**WHAT YOU WILL DO**
From the entries that follow, list every line in which the string "translate" appears.

Data items:
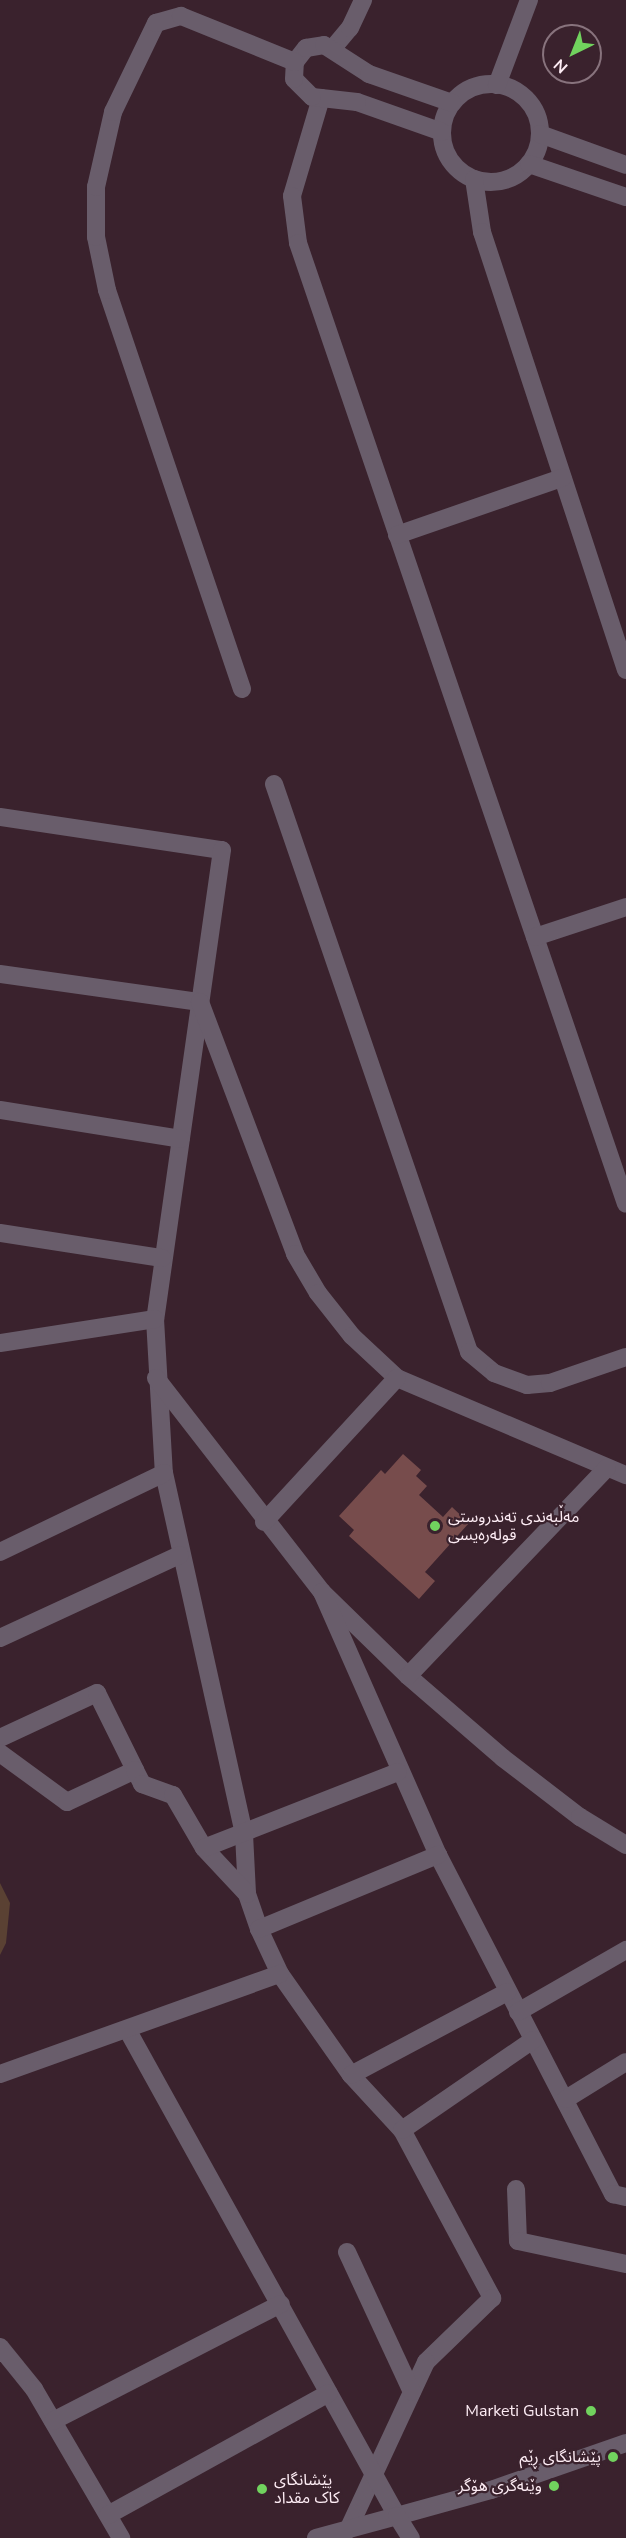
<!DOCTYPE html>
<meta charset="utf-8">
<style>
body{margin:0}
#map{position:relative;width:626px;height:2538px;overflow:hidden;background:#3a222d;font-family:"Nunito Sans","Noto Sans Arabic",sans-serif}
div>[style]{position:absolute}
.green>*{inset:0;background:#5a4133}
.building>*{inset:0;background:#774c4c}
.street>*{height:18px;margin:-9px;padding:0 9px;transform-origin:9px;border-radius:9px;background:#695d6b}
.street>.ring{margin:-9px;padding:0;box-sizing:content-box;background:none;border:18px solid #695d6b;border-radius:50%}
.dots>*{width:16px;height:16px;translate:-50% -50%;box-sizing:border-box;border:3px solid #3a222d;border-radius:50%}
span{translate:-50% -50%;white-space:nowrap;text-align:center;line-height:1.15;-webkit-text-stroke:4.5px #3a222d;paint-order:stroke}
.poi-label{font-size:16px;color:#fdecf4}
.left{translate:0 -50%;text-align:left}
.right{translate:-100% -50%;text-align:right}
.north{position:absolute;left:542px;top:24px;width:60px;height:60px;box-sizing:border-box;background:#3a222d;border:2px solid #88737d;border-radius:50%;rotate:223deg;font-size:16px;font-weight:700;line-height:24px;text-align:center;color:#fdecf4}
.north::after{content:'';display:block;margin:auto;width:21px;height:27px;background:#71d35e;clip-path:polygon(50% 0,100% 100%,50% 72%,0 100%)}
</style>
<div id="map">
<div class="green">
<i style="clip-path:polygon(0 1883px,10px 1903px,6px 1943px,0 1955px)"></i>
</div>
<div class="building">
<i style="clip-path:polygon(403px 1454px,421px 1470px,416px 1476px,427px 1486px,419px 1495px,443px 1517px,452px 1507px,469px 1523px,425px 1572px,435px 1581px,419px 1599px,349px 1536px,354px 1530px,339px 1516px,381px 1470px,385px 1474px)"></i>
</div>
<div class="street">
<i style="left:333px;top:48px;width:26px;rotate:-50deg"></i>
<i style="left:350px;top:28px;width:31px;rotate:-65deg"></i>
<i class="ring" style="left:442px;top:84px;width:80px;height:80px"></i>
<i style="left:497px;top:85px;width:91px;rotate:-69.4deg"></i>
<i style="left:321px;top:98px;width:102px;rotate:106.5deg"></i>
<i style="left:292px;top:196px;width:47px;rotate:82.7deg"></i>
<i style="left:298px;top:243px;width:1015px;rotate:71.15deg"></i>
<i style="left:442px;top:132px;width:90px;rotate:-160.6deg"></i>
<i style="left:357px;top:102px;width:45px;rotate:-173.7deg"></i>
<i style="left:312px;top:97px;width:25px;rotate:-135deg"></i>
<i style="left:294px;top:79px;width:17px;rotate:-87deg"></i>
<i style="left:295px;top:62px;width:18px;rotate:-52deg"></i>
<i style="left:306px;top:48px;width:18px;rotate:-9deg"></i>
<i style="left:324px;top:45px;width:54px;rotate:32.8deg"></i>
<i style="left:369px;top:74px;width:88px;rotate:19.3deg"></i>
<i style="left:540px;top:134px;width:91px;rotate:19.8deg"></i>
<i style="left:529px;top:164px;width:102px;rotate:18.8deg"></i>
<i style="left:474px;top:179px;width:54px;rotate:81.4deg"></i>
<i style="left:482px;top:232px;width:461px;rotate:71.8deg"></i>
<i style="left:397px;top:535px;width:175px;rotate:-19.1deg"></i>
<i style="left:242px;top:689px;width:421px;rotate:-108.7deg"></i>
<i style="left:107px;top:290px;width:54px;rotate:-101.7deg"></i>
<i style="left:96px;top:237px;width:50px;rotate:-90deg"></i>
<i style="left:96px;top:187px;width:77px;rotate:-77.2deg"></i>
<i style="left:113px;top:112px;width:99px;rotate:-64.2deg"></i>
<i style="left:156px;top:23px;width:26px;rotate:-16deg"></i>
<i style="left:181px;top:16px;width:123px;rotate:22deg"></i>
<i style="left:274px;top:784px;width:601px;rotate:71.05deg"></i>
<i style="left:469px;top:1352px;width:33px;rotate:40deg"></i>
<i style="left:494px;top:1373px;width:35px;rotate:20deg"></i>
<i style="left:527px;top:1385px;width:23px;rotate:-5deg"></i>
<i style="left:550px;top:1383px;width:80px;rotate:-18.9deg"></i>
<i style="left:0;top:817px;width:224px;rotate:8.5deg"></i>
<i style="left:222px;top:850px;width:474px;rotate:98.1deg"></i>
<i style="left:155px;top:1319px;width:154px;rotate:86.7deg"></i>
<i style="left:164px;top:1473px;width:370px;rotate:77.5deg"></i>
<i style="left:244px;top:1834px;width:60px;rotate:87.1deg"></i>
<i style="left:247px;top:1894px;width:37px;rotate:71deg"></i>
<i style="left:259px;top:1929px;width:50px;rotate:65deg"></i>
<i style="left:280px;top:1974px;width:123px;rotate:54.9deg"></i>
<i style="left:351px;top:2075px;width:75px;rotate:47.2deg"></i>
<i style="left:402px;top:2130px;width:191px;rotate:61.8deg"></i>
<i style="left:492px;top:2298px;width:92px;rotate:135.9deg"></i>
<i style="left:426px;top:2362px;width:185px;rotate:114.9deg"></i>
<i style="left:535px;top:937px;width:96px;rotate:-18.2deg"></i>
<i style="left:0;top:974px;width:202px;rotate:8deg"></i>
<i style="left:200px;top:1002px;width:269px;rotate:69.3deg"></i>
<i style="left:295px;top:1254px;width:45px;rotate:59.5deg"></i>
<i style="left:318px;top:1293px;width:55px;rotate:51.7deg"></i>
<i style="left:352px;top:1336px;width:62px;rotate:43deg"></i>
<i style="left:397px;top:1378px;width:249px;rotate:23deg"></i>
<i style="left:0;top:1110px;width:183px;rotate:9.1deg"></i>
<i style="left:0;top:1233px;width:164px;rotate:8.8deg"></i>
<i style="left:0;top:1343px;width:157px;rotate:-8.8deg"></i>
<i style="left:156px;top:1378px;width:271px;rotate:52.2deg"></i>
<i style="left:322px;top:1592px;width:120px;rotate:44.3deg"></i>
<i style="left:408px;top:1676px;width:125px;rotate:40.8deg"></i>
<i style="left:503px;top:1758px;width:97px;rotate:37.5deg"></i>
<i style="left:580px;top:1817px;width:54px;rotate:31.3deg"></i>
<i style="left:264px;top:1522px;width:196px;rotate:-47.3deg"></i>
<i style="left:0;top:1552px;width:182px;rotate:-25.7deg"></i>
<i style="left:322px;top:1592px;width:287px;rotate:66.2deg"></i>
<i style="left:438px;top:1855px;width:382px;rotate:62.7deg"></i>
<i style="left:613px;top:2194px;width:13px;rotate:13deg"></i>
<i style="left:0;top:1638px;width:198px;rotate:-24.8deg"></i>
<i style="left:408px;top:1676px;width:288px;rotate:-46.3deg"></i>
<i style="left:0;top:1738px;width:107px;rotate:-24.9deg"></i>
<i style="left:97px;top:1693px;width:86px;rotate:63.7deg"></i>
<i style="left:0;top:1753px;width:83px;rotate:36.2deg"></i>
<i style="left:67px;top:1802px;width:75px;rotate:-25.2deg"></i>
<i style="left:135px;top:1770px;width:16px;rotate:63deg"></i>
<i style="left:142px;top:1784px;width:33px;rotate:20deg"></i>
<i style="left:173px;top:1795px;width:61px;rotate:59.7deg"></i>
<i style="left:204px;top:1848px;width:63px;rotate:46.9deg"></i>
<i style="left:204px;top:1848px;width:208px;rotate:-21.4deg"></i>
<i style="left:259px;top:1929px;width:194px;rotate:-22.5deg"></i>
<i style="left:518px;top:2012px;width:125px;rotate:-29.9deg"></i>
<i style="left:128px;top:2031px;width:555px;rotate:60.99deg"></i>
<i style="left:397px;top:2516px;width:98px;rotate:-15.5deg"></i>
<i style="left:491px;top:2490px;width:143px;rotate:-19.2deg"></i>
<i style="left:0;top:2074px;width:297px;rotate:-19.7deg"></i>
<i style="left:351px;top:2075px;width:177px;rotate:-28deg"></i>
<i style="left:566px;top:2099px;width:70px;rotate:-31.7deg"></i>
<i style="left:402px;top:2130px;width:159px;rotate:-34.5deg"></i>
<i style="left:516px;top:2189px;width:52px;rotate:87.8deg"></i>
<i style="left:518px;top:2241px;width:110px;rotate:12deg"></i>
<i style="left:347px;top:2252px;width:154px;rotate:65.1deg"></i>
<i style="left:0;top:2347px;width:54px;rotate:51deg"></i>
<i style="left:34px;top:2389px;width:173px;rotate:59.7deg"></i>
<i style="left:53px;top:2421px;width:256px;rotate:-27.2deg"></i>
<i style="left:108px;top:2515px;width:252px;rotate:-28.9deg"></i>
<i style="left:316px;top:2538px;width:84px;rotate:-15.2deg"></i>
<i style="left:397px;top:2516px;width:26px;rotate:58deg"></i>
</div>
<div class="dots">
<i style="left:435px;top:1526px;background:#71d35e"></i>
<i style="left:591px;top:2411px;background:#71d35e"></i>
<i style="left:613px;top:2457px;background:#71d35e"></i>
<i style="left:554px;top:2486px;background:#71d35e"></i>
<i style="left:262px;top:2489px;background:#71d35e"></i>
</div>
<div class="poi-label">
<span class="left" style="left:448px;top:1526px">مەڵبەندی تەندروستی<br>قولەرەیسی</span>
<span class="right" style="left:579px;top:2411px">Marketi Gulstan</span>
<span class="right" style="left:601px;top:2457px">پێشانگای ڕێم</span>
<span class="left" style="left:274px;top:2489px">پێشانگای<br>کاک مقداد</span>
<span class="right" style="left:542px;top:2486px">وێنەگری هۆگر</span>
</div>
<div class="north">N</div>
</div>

**EXERCISE ANSWER**
.dots>*{width:16px;height:16px;translate:-50% -50%;box-sizing:border-box;border:3px solid #3a222d;border-radius:50%}
span{translate:-50% -50%;white-space:nowrap;text-align:center;line-height:1.15;-webkit-text-stroke:4.5px #3a222d;paint-order:stroke}
.left{translate:0 -50%;text-align:left}
.right{translate:-100% -50%;text-align:right}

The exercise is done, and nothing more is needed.